We are now building a server system for FLUKA simulations, and wanted to know if a GPU support is planned to be available in the next five/ten years.

Thank you kindly in advance,
Hen Shukrun

Hi Rachel,

running MCs on GPUs is certainly a highly interesting option and I would not fully exclude it. Yet, there are inherently quite complex issues to be overcome, which are not obvious for general purpose MC codes.
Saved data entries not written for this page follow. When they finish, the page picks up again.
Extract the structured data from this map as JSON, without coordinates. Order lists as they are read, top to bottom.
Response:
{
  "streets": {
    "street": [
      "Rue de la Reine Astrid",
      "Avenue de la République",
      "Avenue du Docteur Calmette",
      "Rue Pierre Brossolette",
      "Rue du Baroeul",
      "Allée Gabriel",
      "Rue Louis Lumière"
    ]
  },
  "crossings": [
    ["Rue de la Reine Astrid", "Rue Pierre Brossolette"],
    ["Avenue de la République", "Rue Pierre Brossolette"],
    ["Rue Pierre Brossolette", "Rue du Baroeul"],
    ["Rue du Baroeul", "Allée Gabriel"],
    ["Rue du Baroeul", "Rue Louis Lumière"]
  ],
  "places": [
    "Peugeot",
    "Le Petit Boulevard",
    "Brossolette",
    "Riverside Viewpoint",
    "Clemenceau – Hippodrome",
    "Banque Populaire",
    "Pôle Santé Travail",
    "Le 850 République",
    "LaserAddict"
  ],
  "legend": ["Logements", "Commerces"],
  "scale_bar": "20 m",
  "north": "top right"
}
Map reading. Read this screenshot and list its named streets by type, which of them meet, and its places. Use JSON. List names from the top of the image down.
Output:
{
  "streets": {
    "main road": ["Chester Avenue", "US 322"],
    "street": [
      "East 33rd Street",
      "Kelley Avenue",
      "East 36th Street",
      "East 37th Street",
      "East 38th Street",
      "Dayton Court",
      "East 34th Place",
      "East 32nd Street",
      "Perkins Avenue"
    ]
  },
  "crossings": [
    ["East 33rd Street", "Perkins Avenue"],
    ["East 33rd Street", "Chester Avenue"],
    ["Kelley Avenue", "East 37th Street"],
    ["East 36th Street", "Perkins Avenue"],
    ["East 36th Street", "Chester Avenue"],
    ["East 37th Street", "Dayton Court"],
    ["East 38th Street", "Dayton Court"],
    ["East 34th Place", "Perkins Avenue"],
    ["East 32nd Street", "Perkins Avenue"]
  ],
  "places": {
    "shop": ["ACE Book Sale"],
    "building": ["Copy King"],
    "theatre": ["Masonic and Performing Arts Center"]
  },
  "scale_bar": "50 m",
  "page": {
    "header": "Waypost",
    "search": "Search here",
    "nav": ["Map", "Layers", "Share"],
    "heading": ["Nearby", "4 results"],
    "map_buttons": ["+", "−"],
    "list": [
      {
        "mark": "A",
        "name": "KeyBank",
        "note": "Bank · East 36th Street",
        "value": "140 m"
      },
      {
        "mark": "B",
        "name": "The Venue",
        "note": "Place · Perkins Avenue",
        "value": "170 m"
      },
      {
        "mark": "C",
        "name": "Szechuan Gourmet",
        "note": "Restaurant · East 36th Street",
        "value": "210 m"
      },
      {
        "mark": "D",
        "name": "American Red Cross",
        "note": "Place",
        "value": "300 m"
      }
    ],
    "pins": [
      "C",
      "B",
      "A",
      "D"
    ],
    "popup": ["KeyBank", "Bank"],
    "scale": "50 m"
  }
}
GPUs offer very high performance because one has a large number of individual processors, which actually might not be very performant by themselves (depending on the hardware of course). So it is the combined amount which makes the difference. As those processors are optimized and organized to work on data that can be represented in matrices, they work well with only specific types of algorithms. Algorithms which frequently branch will kill performance and might make them perform worse than standard CPUs. Thus, it requires to change well established algorithms completely from the scratch. Furthermore, memory models are differing as, depending on the hardware, some support only a limited amount of static memory assigned to GPUs, which cannot be shared with the standard memory of the machine, whereas others allow for spill-over but at the cost of speed. There is also the subject of precision which goes too far to discuss here.
Last but not least, to get the best performance one needs to use vendor specific languages, which means that for example code targeted for NVIDIA GPUs will not work on AMD and vice versa.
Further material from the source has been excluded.